Vijith Nambiar (born 9 December 1977) is an Indian film director, music composer, playback singer, actor and producer, who works in Malayalam cinema and Tamil cinema. He made his film debut in 1995 as an assistant director in the Tamil film industry. As a trained Carnatic singer, he started playback track singing in the Malayalam and Tamil film industries from 1995 onwards for leading musical composers and professional playback singers.

He made his original playback singing debut in 2018 with the song "Thava Chintasu" from Anurakthi, which is world's first 3D Sanskrit movie and the movie was showcased at IFFI. Vijith made his acting debut in Anurakthi (2018). His debut in the Malayalam film industry as director and music director was in 2018 with Munthiri Monchan: Oru Thavala Paranja Kadha, an urban musical romantic comedy, which was released in September 2019.

==Early life and career==

Vijith Nambiar was born in Cherukunnu, Kannur District, Kerala. He started learning Carnatic music as a child, at the age of seven. Vijith Nambiar studied music under the guidance of musicians BA Chidambaranath Chennai and Kaithapram Vishwanathan Nambudiri.
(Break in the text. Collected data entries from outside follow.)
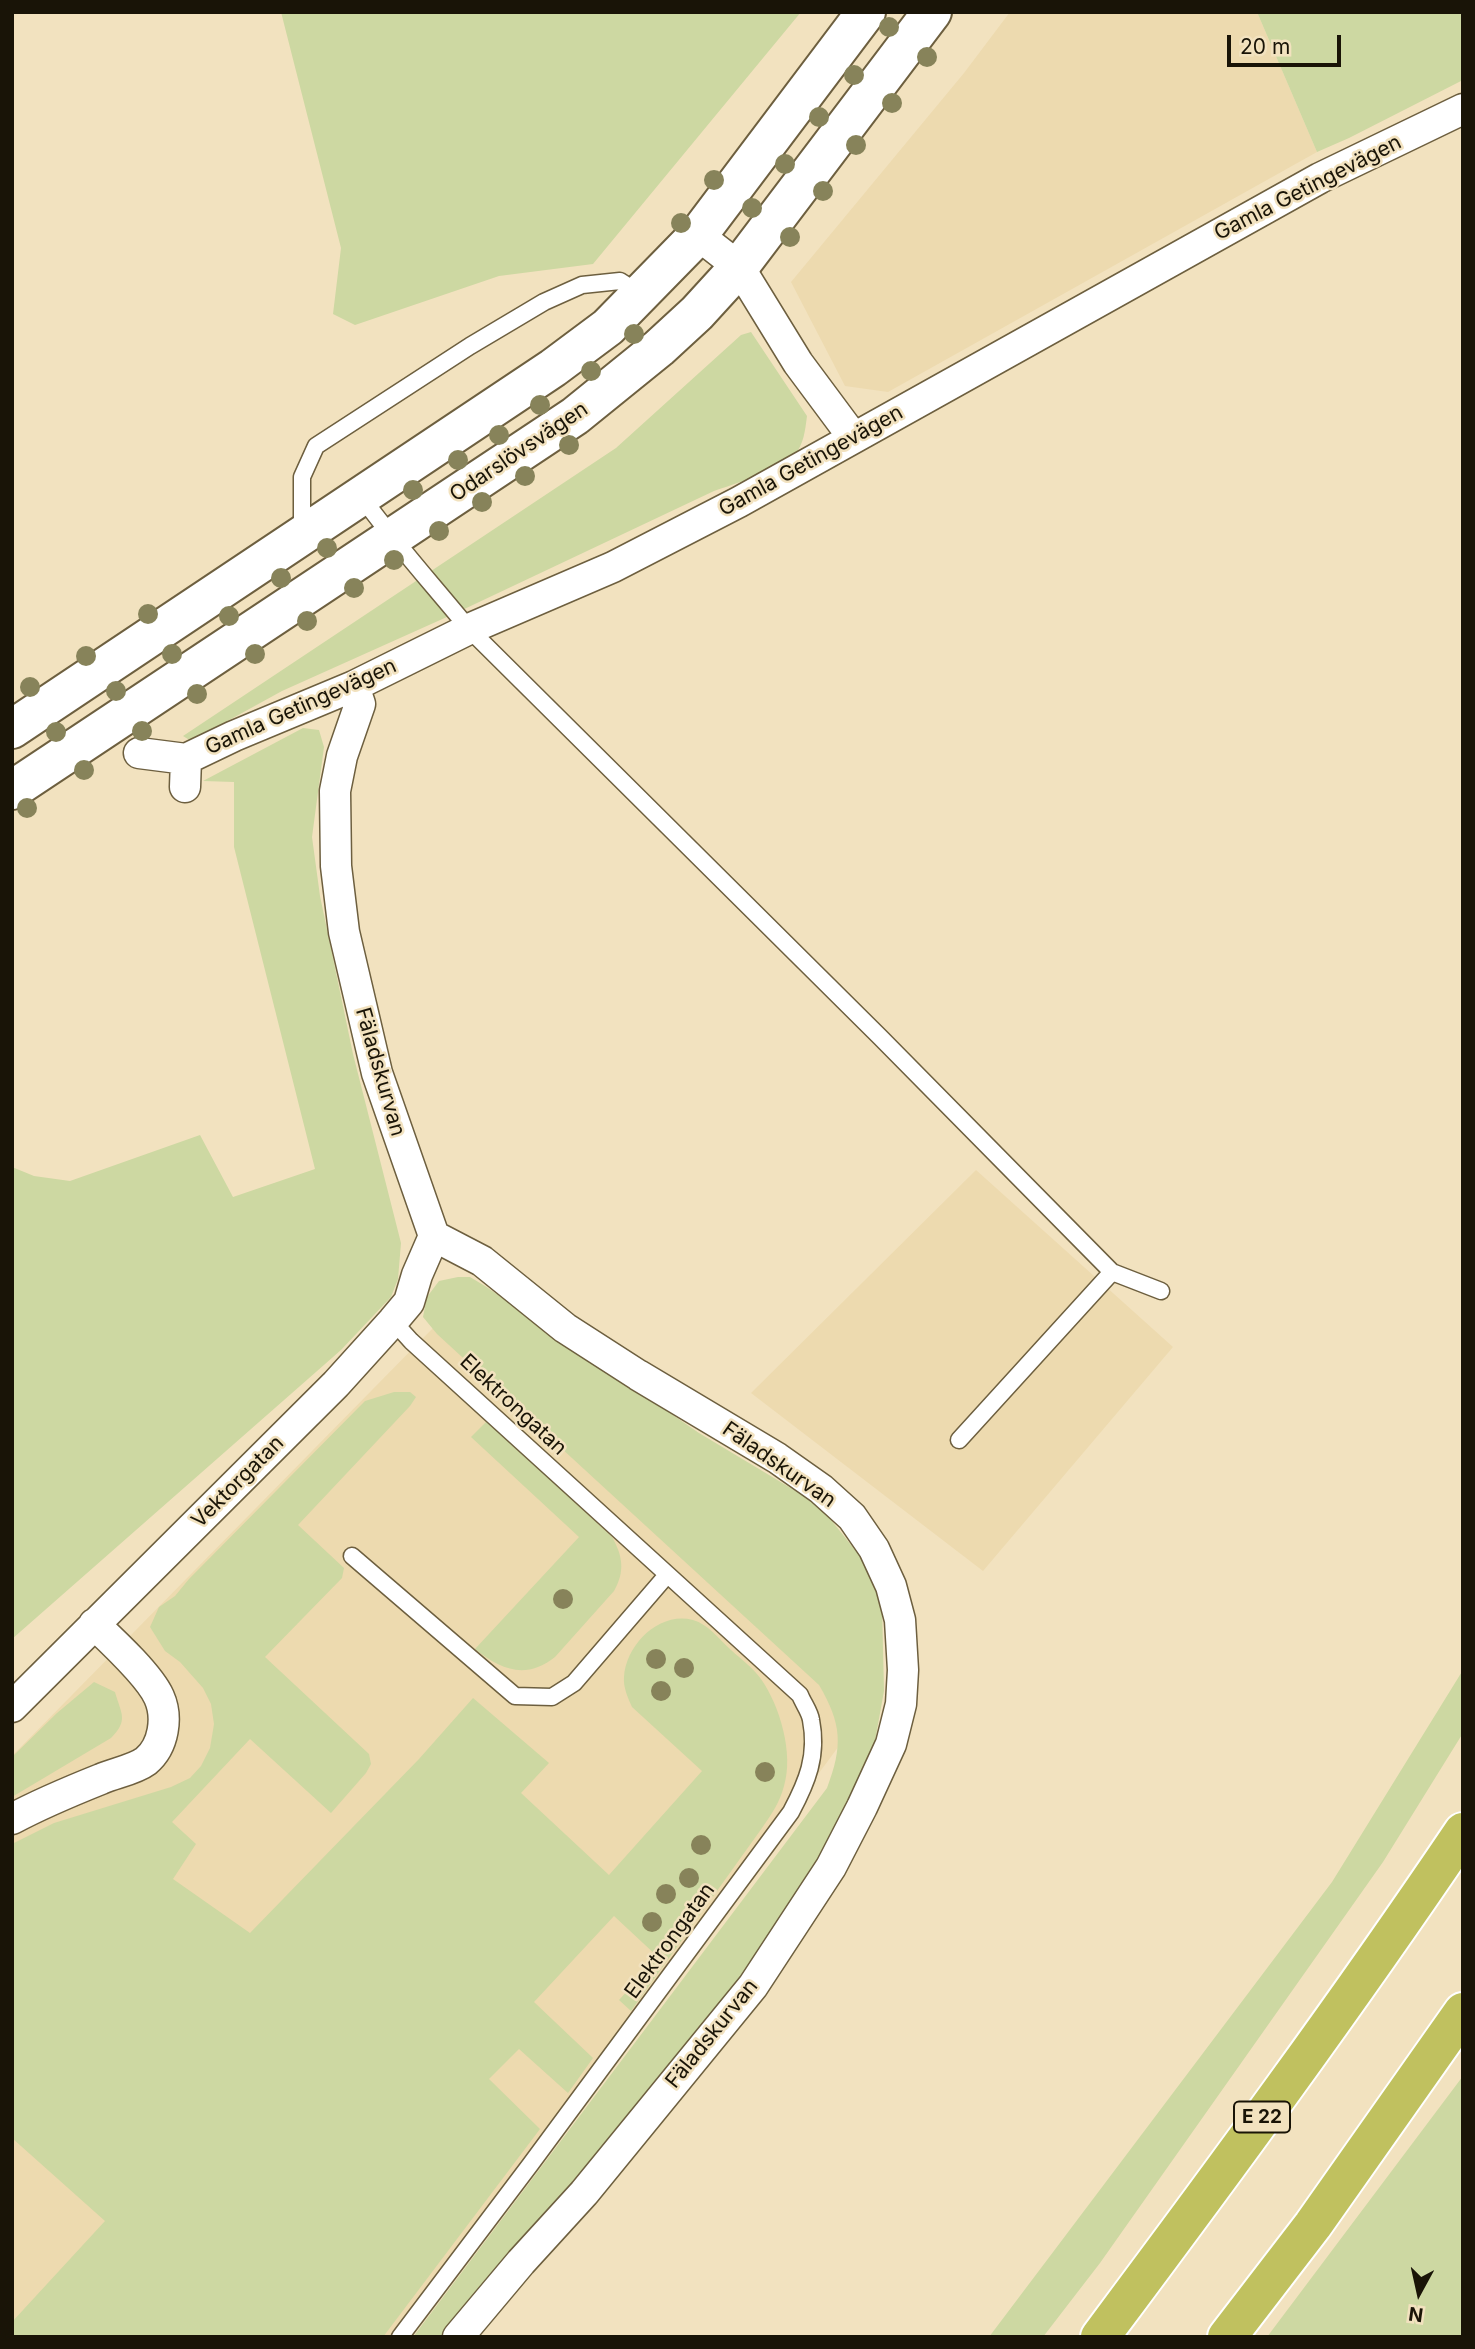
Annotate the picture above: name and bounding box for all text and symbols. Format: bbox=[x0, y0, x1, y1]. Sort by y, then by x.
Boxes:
scale bar bbox=[1230, 21, 1344, 65]
text: 20 m bbox=[1240, 34, 1290, 59]
street label: Gamla Getingevägen bbox=[1210, 130, 1406, 246]
street label: Odarslövsvägen bbox=[445, 397, 593, 507]
street label: Gamla Getingevägen bbox=[715, 400, 907, 522]
street label: Gamla Getingevägen bbox=[201, 653, 401, 761]
street label: Fäladskurvan bbox=[350, 1005, 410, 1139]
street label: Elektrongatan bbox=[454, 1349, 572, 1461]
street label: Fäladskurvan bbox=[717, 1417, 841, 1513]
street label: Vektorgatan bbox=[187, 1431, 289, 1533]
street label: Elektrongatan bbox=[620, 1878, 720, 2004]
street label: Fäladskurvan bbox=[660, 1975, 764, 2093]
road number: E 22 bbox=[1234, 2102, 1290, 2132]
north arrow bbox=[1384, 2258, 1454, 2328]
text: N bbox=[1407, 2302, 1425, 2327]

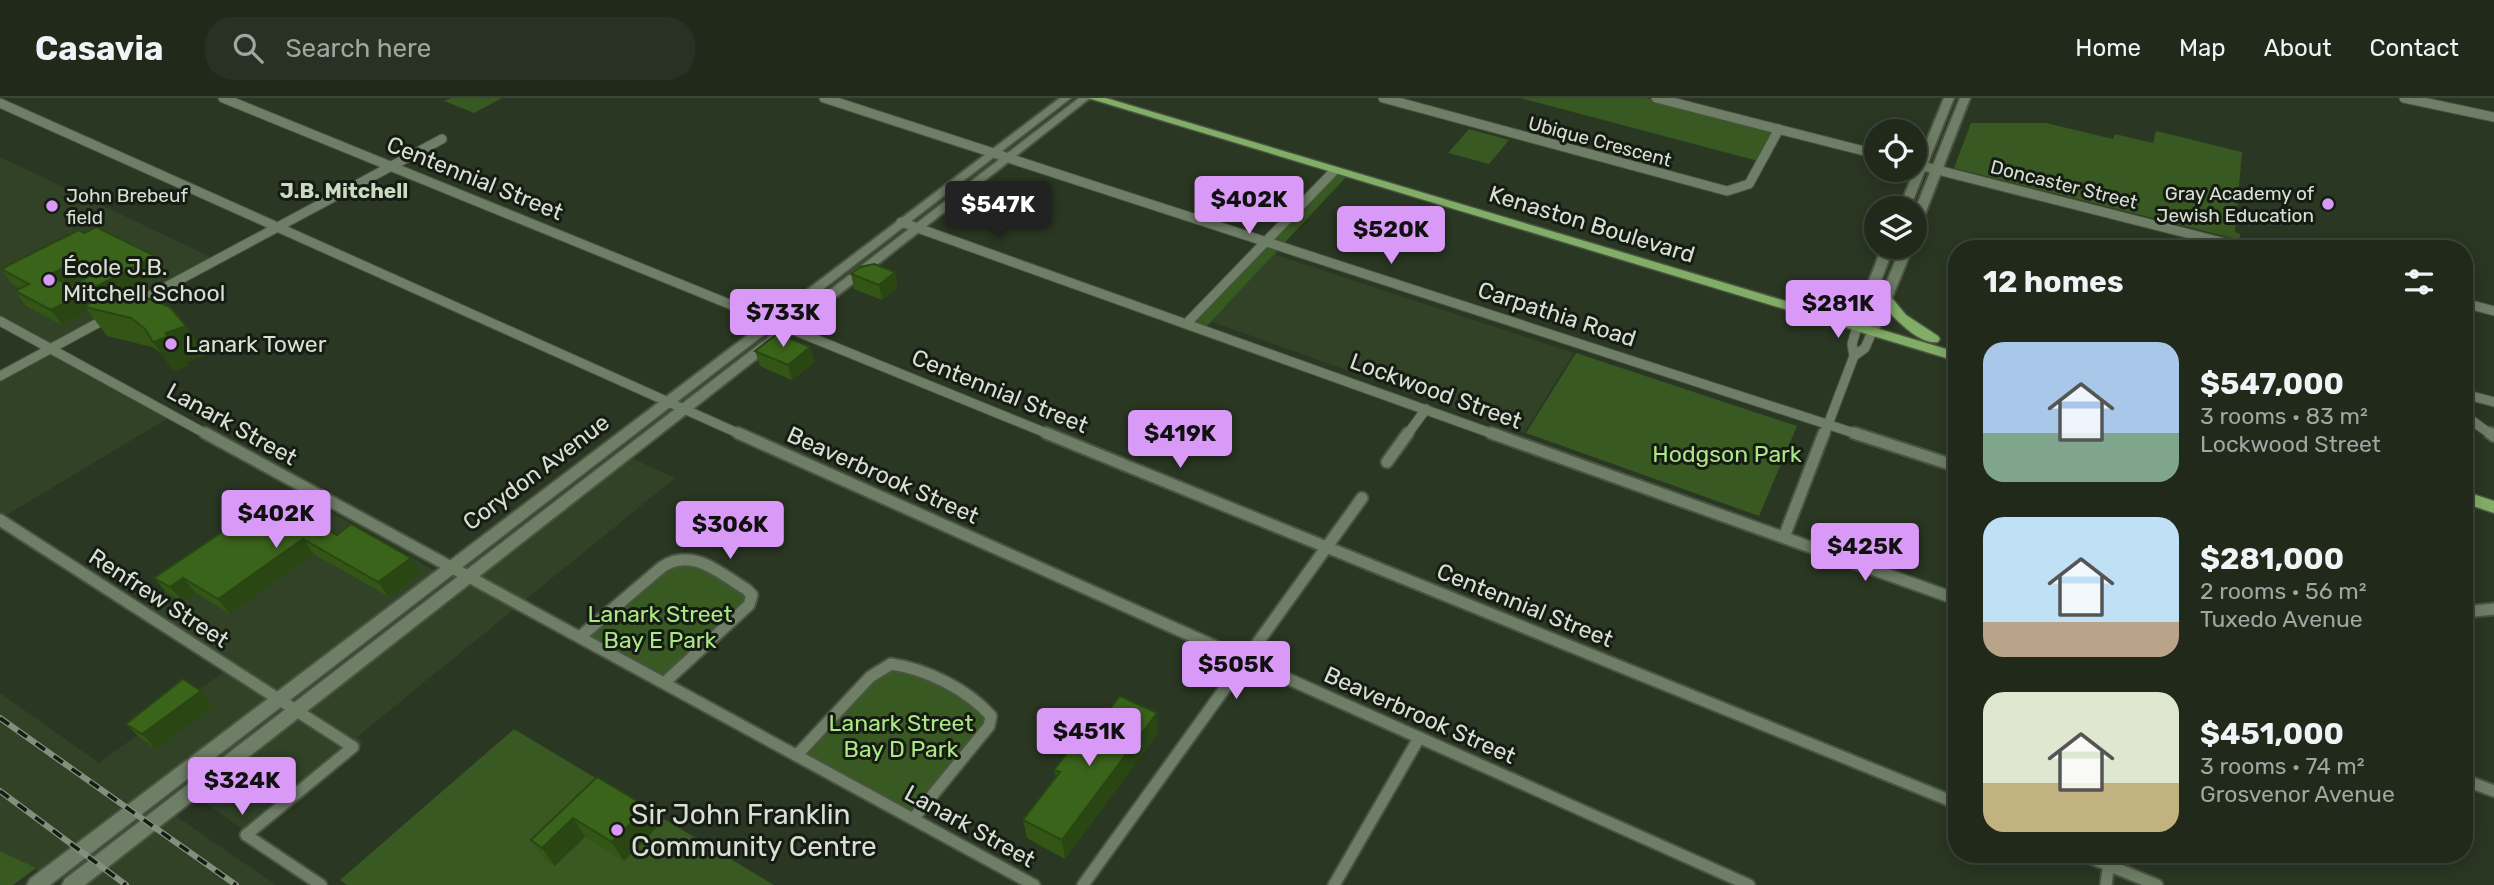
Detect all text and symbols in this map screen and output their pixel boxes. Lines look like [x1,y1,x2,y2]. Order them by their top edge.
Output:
search box [205,17,695,80]
text: Casavia [35,29,163,68]
icon: search [229,29,267,67]
text: Search here [285,33,431,64]
text: Home [2075,34,2141,62]
text: Map [2179,34,2226,62]
text: About [2264,34,2332,62]
text: Contact [2370,34,2459,62]
street label: Ubique Crescent [1526,111,1675,172]
map controls [1864,119,1927,259]
button: locate [1864,119,1927,182]
street label: Centennial Street [383,130,567,226]
street label: Doncaster Street [1988,155,2140,214]
pin: $402K [1200,176,1298,236]
district label: J.B. Mitchell [280,178,408,203]
street label: Kenaston Boulevard [1486,179,1698,269]
pin: $547K [949,181,1047,241]
place label: Gray Academy of Jewish Education [2156,182,2315,227]
place label: John Brebeuf field [66,184,188,229]
text: $402K [1211,185,1287,213]
text: $547K [961,190,1035,218]
button: layers [1864,196,1927,259]
marker: Gray Academy of Jewish Education [2320,196,2336,212]
marker: John Brebeuf field [44,198,60,214]
pin: $520K [1342,206,1440,266]
text: $520K [1353,215,1429,243]
place label: École J.B. Mitchell School [63,253,225,307]
icon: filters [2400,263,2438,301]
text: 12 homes [1983,264,2124,300]
marker: École J.B. Mitchell School [41,272,57,288]
street label: Carpathia Road [1474,275,1640,353]
pin: $281K [1789,280,1887,340]
pin: $733K [734,289,832,349]
text: $281K [1802,289,1874,317]
text: $733K [746,298,820,326]
place label: Lanark Tower [185,330,327,358]
marker: Lanark Tower [163,336,179,352]
street label: Centennial Street [908,343,1092,439]
street label: Lockwood Street [1346,347,1526,435]
text: $547,000 [2200,366,2344,402]
icon: home [2039,370,2123,454]
street label: Lanark Street [162,377,302,471]
text: 3 rooms · 83 m² [2200,402,2368,430]
street label: Corydon Avenue [457,408,615,536]
pin: $419K [1131,410,1229,470]
text: $419K [1144,419,1216,447]
street label: Beaverbrook Street [783,420,983,530]
text: Lockwood Street [2200,430,2381,458]
park label: Hodgson Park [1652,440,1802,468]
pin: $402K [227,490,325,550]
text: $402K [238,499,314,527]
pin: $306K [681,502,779,561]
text: $306K [692,510,768,538]
pin: $425K [1816,524,1914,583]
text: $425K [1827,532,1903,560]
text: $281,000 [2200,541,2344,577]
street label: Renfrew Street [84,542,234,654]
icon: home [2039,545,2123,629]
street label: Centennial Street [1433,557,1617,653]
text: 2 rooms · 56 m² [2200,577,2367,605]
park label: Lanark Street Bay E Park [588,600,732,654]
text: Tuxedo Avenue [2200,605,2363,633]
pin: $505K [1187,642,1285,701]
text: $505K [1198,650,1274,678]
street label: Beaverbrook Street [1320,660,1520,770]
pin: $451K [1040,708,1138,768]
park label: Lanark Street Bay D Park [829,709,973,763]
text: $451,000 [2200,716,2344,752]
text: $451K [1053,717,1125,745]
icon: home [2039,720,2123,804]
text: 3 rooms · 74 m² [2200,752,2365,780]
pin: $324K [193,758,291,817]
text: $324K [204,766,280,794]
street label: Lanark Street [900,779,1040,873]
text: Grosvenor Avenue [2200,780,2395,808]
place label: Sir John Franklin Community Centre [631,798,877,863]
marker: Sir John Franklin Community Centre [609,822,625,838]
He graduated in 1999 with a degree in mechanical engineering from the Amrita Vishwa Vidyapeetham in Coimbatore and in 2014 was working as the director of Middle East operations at Dunbar and Boardman Partnership, Ltd.

==Filmography==

===Director===

- Munthiri Monchan: Oru Thavala Paranja Kadha (2019) Malayalam
As Debutant Director Vijith Nambiar's Munthiri Monchan cast includes Manesh Krishnan, Devan, Saleema, Innocent (actor), Salim Kumar, Gopika Anil and crew. Munthiri Monchan is a romantic and a musical film filled with social liveliness. Produced by PK Asokan, written by Manu Gopal and Meharali Poilungal Ismail, Currently the Production company, Vishvas Movies set to release the movie in October 2019

===Music composer===

- Munthiri Monchan: Oru Thavala Paranja Kadha (2019) Malayalam

===Actor===

- Anurakthi (2017) Sanskrit
- Munthiri Monchan: Oru Thavala Paranja Kadha (2019) Malayalam

==Producer==

- Anurakthi (2017) Sanskrit

==Playback singer==

- Anurakthi (2017) Sanskrit
Vijith Nambiar has started singing career has a professional playback track singer from 1995 onwards for leading musical composers and professional playback singers. Vijith made his original playback singing debut in 2018 with the song "Thava Chintasu" from Anurakthi, which is world's first 3D Sanskrit movie and the movie was showcased at IFFI. Vijith Nambiar is the world's first singer to sing a Sanskrit film song in a Sanskrit movie.

==Albums (non films)==

Azhakil Pozhiyum, Vijith Nambiar singing the song while music given by Kalamandalam Joy Cheruvathoor.

==Awards==

- 1997: Vijith Nambiar participated in Chembai Sangeetolsavam.
- 2014: He was given an Amrita Alumni award for distinguished contribution to industry.
- 2018: Awarded for best regional feature film Anurakthi in Rajasthan International Film Festival, RIFF 2018
- 2020: Best debut director - Bharat Murali Award.